►

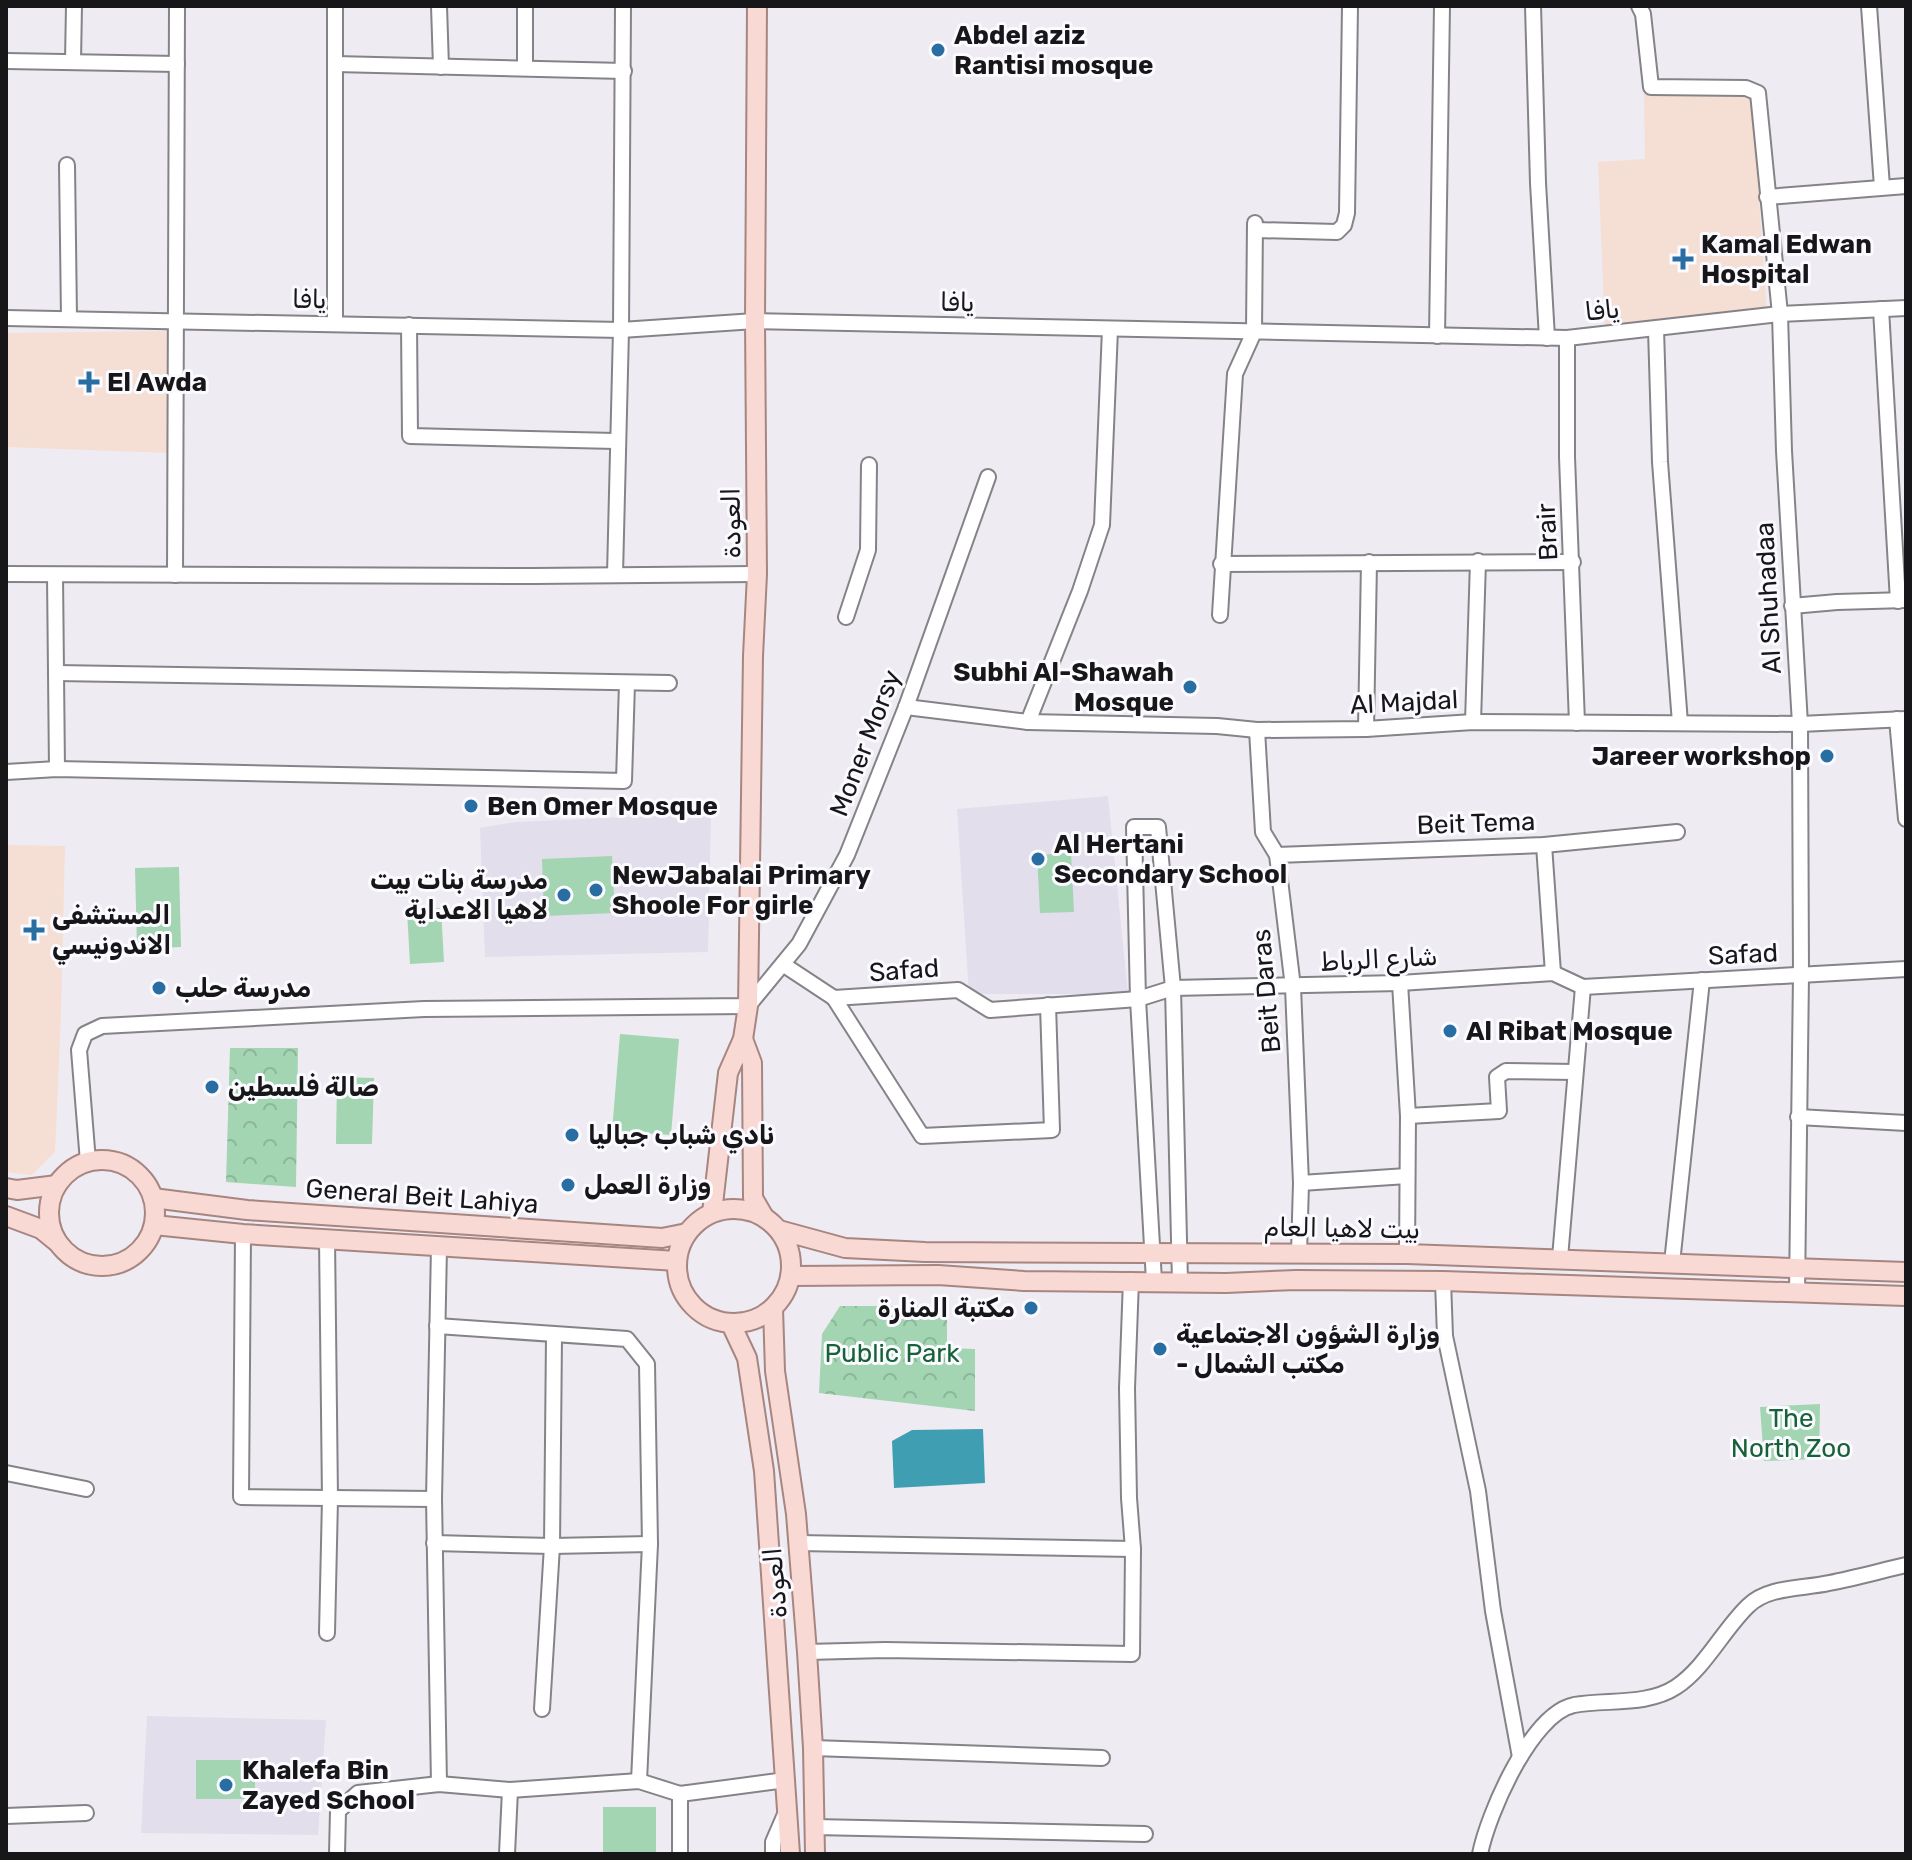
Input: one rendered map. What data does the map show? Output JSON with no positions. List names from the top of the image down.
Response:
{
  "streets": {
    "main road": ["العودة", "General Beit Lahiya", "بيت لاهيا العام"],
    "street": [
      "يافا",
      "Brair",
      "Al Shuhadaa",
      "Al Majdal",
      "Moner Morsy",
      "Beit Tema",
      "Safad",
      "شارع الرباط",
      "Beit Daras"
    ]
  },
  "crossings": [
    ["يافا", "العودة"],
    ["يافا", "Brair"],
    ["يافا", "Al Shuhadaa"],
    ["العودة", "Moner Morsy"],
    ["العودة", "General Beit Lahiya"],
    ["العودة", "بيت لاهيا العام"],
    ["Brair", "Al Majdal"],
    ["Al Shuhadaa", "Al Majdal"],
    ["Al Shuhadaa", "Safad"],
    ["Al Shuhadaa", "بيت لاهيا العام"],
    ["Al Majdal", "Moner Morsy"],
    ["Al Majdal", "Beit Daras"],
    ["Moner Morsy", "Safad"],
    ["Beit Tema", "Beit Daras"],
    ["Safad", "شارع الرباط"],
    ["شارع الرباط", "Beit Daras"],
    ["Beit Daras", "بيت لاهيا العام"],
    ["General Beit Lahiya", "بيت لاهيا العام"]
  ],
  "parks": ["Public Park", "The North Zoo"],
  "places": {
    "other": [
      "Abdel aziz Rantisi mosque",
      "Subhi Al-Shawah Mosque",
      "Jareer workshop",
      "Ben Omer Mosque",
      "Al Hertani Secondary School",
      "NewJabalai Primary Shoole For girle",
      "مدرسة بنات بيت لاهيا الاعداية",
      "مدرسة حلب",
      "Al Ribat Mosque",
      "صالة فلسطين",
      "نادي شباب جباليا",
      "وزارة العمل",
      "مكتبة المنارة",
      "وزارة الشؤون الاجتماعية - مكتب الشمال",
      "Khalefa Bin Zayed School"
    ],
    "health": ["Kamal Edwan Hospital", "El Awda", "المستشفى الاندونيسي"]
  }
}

◄

_Work item:_ Make an exact copy of every entry above, but keep the pictures out of it.

_Exercise output:_
Input: one rendered map. What data does the map show? Output JSON with no positions. List names from the top of the image down.
Response:
{
  "streets": {
    "main road": ["العودة", "General Beit Lahiya", "بيت لاهيا العام"],
    "street": [
      "يافا",
      "Brair",
      "Al Shuhadaa",
      "Al Majdal",
      "Moner Morsy",
      "Beit Tema",
      "Safad",
      "شارع الرباط",
      "Beit Daras"
    ]
  },
  "crossings": [
    ["يافا", "العودة"],
    ["يافا", "Brair"],
    ["يافا", "Al Shuhadaa"],
    ["العودة", "Moner Morsy"],
    ["العودة", "General Beit Lahiya"],
    ["العودة", "بيت لاهيا العام"],
    ["Brair", "Al Majdal"],
    ["Al Shuhadaa", "Al Majdal"],
    ["Al Shuhadaa", "Safad"],
    ["Al Shuhadaa", "بيت لاهيا العام"],
    ["Al Majdal", "Moner Morsy"],
    ["Al Majdal", "Beit Daras"],
    ["Moner Morsy", "Safad"],
    ["Beit Tema", "Beit Daras"],
    ["Safad", "شارع الرباط"],
    ["شارع الرباط", "Beit Daras"],
    ["Beit Daras", "بيت لاهيا العام"],
    ["General Beit Lahiya", "بيت لاهيا العام"]
  ],
  "parks": ["Public Park", "The North Zoo"],
  "places": {
    "other": [
      "Abdel aziz Rantisi mosque",
      "Subhi Al-Shawah Mosque",
      "Jareer workshop",
      "Ben Omer Mosque",
      "Al Hertani Secondary School",
      "NewJabalai Primary Shoole For girle",
      "مدرسة بنات بيت لاهيا الاعداية",
      "مدرسة حلب",
      "Al Ribat Mosque",
      "صالة فلسطين",
      "نادي شباب جباليا",
      "وزارة العمل",
      "مكتبة المنارة",
      "وزارة الشؤون الاجتماعية - مكتب الشمال",
      "Khalefa Bin Zayed School"
    ],
    "health": ["Kamal Edwan Hospital", "El Awda", "المستشفى الاندونيسي"]
  }
}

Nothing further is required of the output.